—Que Nuan Nuan eras tú.
Me reí.
No porque fuera gracioso.
Porque era imposible.
—Mi nombre es Amelia Carter.
—Desde hace cinco años —respondió Julian.
Sentí que el suelo desaparecía bajo mis pies.
Julian sacó lentamente su teléfono y abrió una fotografía.
Me la mostró.
Era una chica más joven, sonriendo frente a un lago.
Era yo.
A su lado estaba Julian.
Y en la parte trasera de la fotografía aparecían unas palabras escritas a mano:
“Para Julian. Cuando tengamos miedo, nos encontraremos aquí. —Nuan Nuan.”
Reconocí mi letra.
—¿De dónde sacaste esto?
—Me lo diste tres días antes del accidente.
Una punzada atravesó mi cabeza.
Luces.
Lluvia.
Un automóvil.
Después, nada.
Toda mi familia siempre había dicho que aquel accidente había sido menor.

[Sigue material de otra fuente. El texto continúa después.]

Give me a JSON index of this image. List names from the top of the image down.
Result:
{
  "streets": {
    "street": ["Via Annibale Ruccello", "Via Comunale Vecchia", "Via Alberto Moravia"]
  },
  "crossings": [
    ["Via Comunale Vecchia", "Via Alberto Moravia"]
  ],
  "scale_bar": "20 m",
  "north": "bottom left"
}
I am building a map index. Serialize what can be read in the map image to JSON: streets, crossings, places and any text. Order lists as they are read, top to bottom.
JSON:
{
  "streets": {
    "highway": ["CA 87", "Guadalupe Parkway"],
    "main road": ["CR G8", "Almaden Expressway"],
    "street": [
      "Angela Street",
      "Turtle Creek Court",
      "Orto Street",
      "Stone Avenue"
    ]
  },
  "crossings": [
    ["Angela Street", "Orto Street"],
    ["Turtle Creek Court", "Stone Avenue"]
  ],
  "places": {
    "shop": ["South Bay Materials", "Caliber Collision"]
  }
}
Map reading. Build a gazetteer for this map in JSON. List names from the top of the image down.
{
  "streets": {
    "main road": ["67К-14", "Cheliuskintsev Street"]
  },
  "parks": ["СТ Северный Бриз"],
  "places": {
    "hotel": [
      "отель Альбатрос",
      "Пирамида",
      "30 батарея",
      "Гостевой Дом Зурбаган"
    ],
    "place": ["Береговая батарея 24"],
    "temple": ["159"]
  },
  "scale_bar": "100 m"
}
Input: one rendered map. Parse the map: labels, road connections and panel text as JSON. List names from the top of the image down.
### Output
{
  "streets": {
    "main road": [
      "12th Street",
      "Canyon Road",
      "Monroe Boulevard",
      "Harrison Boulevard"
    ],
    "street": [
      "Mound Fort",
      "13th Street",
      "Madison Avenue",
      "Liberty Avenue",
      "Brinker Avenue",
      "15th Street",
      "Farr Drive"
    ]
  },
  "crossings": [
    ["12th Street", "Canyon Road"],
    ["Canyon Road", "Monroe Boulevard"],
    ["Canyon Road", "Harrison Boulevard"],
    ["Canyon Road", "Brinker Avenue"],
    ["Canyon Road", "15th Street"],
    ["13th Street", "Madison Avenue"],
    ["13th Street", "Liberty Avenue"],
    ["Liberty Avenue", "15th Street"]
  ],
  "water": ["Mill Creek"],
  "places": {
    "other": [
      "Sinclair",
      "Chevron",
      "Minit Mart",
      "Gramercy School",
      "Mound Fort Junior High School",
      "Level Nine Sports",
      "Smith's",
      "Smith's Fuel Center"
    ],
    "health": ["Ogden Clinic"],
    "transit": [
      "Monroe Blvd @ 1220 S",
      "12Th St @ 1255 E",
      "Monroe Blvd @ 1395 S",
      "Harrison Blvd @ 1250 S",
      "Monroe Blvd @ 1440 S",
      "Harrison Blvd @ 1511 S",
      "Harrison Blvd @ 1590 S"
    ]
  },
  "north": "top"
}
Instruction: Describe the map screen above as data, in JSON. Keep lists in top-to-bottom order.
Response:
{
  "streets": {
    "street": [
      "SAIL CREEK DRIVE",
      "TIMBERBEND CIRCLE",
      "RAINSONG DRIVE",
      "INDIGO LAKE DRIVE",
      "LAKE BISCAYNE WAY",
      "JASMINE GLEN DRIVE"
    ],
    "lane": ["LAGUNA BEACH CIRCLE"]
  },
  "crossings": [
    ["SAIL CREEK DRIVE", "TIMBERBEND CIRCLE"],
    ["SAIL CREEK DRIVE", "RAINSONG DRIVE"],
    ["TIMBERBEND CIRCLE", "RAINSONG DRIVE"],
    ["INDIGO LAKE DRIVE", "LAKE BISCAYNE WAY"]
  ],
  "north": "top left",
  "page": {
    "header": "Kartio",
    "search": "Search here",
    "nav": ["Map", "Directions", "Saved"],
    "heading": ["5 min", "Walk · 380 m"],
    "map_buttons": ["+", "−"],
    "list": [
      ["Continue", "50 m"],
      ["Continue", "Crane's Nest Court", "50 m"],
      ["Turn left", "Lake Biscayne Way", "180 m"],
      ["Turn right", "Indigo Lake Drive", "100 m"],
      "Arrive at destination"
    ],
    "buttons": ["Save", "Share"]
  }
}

Que solo había perdido algunos recuerdos sin importancia.
—¿Por qué nadie me habló de ti?
Julian bajó la mirada.
—Porque tu madre me prohibió acercarme.
—¿Por qué?
—Creía que yo era responsable del accidente.
Retrocedí.
—¿Lo eras?
—No.
Su voz se quebró.
—Estábamos huyendo.
—¿Huyendo de qué?
Julian tardó demasiado en responder.
—De tu compromiso.
Me quedé helada.
—¿Qué compromiso?
—Tu familia había acordado que te casarías con el hijo de uno de sus socios. Tú querías rechazarlo.
Señaló la fotografía.
—Íbamos a marcharnos juntos.
Entonces entendí por qué Julian había fingido no poder hablar.
—¿Y tu silencio?
Una sonrisa amarga apareció en su rostro.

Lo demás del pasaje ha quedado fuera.